**Exercise details:**
Beginning with the line that contains "I need the bounding box of all labels, symbols" in the material below, print each line exactly until the line that contains "I need the bounding box of all text" has been printed, then stop.

Top of Data for the task

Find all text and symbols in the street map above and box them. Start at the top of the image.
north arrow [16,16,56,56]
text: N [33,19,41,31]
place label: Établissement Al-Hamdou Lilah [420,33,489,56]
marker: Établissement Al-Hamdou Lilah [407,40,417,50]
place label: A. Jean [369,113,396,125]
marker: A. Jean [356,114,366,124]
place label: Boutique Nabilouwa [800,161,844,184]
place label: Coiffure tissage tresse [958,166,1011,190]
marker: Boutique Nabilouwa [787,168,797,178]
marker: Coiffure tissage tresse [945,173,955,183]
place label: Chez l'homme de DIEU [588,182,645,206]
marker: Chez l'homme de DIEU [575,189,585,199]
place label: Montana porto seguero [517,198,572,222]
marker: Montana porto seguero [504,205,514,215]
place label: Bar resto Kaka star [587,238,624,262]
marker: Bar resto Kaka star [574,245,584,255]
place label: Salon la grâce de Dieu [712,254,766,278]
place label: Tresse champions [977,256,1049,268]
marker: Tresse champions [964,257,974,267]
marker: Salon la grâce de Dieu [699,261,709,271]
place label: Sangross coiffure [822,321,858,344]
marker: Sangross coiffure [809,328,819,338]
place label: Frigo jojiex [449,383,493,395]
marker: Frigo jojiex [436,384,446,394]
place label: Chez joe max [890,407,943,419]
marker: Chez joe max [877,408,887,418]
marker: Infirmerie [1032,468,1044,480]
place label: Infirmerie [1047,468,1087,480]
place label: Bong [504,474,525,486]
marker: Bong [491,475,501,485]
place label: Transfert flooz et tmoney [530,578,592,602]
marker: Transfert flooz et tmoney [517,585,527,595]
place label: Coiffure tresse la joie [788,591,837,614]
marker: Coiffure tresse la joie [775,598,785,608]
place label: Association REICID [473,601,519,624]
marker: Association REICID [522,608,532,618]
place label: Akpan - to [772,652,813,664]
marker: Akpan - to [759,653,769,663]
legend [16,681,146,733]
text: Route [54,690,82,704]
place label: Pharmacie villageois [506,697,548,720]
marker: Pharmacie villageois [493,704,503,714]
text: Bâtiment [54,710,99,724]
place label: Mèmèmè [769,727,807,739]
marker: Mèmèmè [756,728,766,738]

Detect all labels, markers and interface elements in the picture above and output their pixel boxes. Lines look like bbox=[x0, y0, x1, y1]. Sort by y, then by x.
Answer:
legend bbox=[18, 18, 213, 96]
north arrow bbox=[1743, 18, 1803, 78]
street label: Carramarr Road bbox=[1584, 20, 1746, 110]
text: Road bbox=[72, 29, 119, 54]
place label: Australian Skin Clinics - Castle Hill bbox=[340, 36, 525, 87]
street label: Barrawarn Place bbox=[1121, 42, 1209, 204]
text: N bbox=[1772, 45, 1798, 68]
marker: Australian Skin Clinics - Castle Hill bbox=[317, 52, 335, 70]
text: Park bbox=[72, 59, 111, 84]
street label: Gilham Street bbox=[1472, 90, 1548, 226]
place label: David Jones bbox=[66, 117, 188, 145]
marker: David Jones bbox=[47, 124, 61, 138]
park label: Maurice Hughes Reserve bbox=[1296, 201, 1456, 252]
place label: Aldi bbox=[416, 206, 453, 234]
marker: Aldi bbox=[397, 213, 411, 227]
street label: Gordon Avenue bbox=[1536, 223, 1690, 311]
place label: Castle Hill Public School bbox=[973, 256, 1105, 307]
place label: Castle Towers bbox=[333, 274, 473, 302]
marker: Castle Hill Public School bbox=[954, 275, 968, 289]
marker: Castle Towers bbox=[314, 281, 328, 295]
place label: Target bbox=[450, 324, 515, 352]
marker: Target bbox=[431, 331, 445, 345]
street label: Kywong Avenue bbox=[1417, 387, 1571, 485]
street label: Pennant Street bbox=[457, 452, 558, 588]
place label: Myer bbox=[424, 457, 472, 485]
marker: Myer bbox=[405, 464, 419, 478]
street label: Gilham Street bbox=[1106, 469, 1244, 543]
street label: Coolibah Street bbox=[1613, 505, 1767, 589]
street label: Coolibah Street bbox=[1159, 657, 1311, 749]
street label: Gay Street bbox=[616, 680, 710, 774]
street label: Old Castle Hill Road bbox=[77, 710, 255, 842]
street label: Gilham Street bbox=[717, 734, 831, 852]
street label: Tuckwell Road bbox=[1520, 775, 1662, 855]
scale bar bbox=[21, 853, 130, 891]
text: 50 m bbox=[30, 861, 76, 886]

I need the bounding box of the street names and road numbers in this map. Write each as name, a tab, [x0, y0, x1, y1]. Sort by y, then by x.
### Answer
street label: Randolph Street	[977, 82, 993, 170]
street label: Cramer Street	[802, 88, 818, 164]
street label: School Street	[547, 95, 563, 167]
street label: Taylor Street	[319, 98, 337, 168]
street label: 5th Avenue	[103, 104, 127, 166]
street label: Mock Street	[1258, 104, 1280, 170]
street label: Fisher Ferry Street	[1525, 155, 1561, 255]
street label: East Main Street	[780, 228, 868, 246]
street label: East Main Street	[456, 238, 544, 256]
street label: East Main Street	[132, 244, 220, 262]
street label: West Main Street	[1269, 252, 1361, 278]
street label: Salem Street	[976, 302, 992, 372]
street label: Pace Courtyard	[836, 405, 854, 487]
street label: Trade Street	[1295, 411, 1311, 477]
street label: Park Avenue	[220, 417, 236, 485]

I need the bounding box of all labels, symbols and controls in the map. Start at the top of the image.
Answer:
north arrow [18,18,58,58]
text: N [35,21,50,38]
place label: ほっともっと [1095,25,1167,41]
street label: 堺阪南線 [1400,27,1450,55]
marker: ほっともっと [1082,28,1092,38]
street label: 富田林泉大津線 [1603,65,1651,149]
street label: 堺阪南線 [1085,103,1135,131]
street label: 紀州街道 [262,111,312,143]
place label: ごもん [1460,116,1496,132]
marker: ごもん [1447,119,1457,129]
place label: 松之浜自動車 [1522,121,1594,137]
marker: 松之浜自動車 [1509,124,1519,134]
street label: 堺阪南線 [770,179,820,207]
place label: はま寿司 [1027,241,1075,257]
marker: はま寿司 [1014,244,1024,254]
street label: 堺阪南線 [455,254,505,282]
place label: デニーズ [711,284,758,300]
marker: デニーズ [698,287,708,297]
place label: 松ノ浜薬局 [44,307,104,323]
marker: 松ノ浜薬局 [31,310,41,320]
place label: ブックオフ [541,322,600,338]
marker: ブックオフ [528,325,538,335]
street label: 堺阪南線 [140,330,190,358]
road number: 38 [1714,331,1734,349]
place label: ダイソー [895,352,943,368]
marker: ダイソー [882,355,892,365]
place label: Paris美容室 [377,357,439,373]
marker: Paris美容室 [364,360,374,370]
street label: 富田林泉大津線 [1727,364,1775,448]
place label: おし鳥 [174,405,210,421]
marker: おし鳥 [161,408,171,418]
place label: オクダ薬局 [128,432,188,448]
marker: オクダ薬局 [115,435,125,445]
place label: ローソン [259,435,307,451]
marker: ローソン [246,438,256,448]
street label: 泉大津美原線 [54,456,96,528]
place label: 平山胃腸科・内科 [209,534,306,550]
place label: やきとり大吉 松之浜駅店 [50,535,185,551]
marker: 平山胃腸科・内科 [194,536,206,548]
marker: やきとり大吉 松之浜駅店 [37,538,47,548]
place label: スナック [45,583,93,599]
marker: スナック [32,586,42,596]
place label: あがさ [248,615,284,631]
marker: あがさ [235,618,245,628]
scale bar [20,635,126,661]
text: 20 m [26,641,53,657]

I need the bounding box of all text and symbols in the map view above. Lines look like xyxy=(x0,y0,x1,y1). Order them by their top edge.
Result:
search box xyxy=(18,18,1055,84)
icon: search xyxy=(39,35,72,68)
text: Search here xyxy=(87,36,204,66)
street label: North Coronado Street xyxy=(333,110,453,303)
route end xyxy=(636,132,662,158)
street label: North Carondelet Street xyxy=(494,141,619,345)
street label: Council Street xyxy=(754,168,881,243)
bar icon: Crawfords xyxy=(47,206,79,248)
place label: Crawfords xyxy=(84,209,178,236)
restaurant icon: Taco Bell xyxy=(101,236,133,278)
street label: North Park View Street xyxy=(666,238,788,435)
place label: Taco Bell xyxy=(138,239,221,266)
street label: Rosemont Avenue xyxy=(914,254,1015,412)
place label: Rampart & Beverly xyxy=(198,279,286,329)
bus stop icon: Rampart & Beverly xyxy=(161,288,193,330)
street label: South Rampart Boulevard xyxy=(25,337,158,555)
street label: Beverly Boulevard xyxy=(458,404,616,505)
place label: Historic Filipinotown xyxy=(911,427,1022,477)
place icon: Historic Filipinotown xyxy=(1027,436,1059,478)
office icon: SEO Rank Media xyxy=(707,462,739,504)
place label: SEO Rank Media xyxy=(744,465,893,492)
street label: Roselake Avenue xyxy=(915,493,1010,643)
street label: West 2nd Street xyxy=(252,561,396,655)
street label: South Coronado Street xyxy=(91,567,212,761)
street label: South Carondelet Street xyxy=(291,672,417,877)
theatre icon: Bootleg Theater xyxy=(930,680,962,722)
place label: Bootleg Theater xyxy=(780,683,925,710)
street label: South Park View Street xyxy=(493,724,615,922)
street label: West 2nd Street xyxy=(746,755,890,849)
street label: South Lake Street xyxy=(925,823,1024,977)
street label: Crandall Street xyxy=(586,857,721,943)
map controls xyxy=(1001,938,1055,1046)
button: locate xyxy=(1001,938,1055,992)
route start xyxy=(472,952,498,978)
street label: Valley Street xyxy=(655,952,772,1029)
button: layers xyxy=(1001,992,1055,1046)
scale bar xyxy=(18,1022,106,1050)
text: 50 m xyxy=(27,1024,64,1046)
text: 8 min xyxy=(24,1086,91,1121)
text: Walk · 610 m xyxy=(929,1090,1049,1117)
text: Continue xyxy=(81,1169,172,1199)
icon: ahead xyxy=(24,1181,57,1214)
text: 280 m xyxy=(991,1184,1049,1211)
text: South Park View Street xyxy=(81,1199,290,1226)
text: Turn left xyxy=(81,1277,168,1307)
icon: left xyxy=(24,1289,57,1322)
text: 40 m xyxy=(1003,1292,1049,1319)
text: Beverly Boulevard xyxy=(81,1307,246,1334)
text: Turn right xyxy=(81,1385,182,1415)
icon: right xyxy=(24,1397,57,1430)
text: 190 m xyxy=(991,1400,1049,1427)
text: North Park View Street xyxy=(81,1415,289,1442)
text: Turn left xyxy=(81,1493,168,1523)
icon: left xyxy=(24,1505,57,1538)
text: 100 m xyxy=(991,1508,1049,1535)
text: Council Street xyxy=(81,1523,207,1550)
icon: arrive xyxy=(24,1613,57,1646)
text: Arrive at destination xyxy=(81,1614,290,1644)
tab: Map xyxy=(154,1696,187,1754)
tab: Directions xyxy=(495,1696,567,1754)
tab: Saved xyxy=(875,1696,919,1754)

Bottom of Data for the task

**Problem solution:**
I need the bounding box of all labels, symbols and controls in the map. Start at the top of the image.
Answer:
north arrow [18,18,58,58]
text: N [35,21,50,38]
place label: ほっともっと [1095,25,1167,41]
street label: 堺阪南線 [1400,27,1450,55]
marker: ほっともっと [1082,28,1092,38]
street label: 富田林泉大津線 [1603,65,1651,149]
street label: 堺阪南線 [1085,103,1135,131]
street label: 紀州街道 [262,111,312,143]
place label: ごもん [1460,116,1496,132]
marker: ごもん [1447,119,1457,129]
place label: 松之浜自動車 [1522,121,1594,137]
marker: 松之浜自動車 [1509,124,1519,134]
street label: 堺阪南線 [770,179,820,207]
place label: はま寿司 [1027,241,1075,257]
marker: はま寿司 [1014,244,1024,254]
street label: 堺阪南線 [455,254,505,282]
place label: デニーズ [711,284,758,300]
marker: デニーズ [698,287,708,297]
place label: 松ノ浜薬局 [44,307,104,323]
marker: 松ノ浜薬局 [31,310,41,320]
place label: ブックオフ [541,322,600,338]
marker: ブックオフ [528,325,538,335]
street label: 堺阪南線 [140,330,190,358]
road number: 38 [1714,331,1734,349]
place label: ダイソー [895,352,943,368]
marker: ダイソー [882,355,892,365]
place label: Paris美容室 [377,357,439,373]
marker: Paris美容室 [364,360,374,370]
street label: 富田林泉大津線 [1727,364,1775,448]
place label: おし鳥 [174,405,210,421]
marker: おし鳥 [161,408,171,418]
place label: オクダ薬局 [128,432,188,448]
marker: オクダ薬局 [115,435,125,445]
place label: ローソン [259,435,307,451]
marker: ローソン [246,438,256,448]
street label: 泉大津美原線 [54,456,96,528]
place label: 平山胃腸科・内科 [209,534,306,550]
place label: やきとり大吉 松之浜駅店 [50,535,185,551]
marker: 平山胃腸科・内科 [194,536,206,548]
marker: やきとり大吉 松之浜駅店 [37,538,47,548]
place label: スナック [45,583,93,599]
marker: スナック [32,586,42,596]
place label: あがさ [248,615,284,631]
marker: あがさ [235,618,245,628]
scale bar [20,635,126,661]
text: 20 m [26,641,53,657]

I need the bounding box of all text and symbols in the map view above. Lines look like xyxy=(x0,y0,x1,y1). Order them by their top edge.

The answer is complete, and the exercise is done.